■ Extracted data ■
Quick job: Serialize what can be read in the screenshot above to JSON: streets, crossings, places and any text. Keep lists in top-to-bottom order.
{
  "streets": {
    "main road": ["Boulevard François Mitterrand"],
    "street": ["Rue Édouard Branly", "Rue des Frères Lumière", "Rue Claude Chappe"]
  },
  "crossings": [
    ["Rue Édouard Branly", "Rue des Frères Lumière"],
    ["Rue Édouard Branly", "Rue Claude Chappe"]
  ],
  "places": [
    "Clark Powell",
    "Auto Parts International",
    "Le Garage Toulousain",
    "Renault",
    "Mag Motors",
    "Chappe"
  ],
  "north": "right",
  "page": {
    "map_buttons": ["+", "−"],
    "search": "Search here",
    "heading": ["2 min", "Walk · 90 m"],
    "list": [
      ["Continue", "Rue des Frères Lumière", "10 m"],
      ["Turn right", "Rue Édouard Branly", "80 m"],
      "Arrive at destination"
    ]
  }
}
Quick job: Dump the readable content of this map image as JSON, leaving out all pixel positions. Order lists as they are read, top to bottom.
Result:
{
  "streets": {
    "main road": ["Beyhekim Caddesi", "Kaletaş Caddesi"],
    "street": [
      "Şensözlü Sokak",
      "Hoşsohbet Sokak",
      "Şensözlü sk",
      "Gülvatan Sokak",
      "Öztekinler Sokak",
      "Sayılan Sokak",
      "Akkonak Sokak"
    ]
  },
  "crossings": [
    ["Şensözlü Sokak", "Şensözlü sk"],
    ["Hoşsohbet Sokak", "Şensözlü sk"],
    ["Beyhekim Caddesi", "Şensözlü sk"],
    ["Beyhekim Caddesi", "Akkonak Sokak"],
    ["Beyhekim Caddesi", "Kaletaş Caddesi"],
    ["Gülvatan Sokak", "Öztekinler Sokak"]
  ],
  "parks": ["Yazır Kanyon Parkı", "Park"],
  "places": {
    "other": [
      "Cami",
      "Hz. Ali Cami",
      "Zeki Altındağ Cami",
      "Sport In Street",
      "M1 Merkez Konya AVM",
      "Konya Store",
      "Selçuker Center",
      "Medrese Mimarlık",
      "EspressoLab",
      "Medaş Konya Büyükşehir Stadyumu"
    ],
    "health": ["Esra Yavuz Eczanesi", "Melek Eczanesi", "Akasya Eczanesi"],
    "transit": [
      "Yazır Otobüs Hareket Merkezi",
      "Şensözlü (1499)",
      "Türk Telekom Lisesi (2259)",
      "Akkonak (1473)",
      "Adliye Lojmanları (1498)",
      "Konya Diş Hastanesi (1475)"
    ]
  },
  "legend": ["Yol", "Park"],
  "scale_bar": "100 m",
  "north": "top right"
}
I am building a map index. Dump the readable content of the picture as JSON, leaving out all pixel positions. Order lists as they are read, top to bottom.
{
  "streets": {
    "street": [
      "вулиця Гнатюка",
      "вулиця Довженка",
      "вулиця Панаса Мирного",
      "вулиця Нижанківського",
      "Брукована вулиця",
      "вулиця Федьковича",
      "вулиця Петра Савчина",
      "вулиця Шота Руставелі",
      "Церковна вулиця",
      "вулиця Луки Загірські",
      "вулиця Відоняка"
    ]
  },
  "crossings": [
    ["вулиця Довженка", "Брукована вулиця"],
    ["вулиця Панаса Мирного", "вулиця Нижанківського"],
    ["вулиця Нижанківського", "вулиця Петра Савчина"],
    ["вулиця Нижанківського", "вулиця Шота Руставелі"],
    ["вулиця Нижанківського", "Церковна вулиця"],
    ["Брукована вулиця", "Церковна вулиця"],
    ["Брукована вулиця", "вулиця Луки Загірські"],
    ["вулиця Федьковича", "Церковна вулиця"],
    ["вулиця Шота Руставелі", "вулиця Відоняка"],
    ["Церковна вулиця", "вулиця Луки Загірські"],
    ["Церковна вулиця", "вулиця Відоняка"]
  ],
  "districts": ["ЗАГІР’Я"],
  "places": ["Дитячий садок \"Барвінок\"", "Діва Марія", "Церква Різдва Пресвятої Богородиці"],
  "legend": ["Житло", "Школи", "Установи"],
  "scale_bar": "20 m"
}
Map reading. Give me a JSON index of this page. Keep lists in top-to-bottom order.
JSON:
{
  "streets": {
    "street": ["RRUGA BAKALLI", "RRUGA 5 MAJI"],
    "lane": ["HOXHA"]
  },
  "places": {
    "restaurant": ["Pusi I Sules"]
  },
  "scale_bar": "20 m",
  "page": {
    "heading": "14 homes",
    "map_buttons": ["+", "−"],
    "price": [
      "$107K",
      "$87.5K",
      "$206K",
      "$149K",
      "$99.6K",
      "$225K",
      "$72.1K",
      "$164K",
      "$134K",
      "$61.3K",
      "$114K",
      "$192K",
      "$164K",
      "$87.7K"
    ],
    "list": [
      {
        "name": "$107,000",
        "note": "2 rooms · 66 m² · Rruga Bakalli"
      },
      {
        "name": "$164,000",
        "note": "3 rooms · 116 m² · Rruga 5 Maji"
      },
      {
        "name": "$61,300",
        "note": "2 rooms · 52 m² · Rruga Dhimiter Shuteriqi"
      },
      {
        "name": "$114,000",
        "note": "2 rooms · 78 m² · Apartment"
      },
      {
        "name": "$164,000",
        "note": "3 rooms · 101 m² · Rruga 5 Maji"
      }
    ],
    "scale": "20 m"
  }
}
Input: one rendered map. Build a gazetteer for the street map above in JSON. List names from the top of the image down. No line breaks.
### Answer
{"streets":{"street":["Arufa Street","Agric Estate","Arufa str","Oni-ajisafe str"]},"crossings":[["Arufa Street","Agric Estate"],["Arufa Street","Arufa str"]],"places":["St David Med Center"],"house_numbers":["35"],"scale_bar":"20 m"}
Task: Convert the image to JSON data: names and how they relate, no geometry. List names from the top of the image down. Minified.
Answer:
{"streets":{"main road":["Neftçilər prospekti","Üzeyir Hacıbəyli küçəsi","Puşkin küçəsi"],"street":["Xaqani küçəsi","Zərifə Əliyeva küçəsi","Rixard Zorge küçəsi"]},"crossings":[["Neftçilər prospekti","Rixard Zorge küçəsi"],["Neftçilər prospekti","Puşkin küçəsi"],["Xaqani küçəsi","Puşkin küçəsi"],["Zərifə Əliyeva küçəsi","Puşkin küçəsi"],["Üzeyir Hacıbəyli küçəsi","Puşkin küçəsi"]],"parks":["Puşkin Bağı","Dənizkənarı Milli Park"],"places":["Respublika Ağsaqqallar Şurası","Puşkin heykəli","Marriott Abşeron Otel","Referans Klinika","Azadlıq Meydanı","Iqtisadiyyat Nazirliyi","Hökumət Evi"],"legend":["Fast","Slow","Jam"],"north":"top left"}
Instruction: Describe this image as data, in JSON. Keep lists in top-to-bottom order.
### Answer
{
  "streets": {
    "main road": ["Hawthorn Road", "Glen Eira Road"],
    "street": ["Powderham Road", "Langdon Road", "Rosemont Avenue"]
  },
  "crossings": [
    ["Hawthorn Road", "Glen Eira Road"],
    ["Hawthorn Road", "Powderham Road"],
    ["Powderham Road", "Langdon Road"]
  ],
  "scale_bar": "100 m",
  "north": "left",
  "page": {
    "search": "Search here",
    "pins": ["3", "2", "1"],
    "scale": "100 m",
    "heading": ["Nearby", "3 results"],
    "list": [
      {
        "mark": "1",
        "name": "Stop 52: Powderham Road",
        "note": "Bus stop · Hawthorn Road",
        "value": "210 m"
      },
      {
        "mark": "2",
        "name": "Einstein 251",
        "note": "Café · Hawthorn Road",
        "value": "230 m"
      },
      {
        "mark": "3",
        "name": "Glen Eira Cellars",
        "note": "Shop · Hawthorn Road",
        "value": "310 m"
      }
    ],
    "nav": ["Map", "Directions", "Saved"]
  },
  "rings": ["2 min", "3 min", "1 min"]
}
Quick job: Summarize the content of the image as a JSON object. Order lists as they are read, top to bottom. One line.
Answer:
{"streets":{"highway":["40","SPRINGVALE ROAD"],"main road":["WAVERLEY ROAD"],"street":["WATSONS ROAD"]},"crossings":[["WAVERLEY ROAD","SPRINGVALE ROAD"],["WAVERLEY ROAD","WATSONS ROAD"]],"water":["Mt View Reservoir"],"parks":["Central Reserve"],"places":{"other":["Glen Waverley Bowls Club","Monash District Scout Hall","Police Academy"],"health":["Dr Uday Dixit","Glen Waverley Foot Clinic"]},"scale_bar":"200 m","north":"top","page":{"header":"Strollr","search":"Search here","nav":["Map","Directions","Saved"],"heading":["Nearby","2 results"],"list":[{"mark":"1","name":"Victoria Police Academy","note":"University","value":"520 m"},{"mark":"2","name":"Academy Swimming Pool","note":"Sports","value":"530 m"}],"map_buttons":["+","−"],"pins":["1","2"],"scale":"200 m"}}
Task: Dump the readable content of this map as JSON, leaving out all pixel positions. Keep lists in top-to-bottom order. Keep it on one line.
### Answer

■ Work to be completed ■
When a line above includes the word "names", please list that line.

■ Your response ■
Input: one rendered map. Build a gazetteer for the street map above in JSON. List names from the top of the image down. No line breaks.
Task: Convert the image to JSON data: names and how they relate, no geometry. List names from the top of the image down. Minified.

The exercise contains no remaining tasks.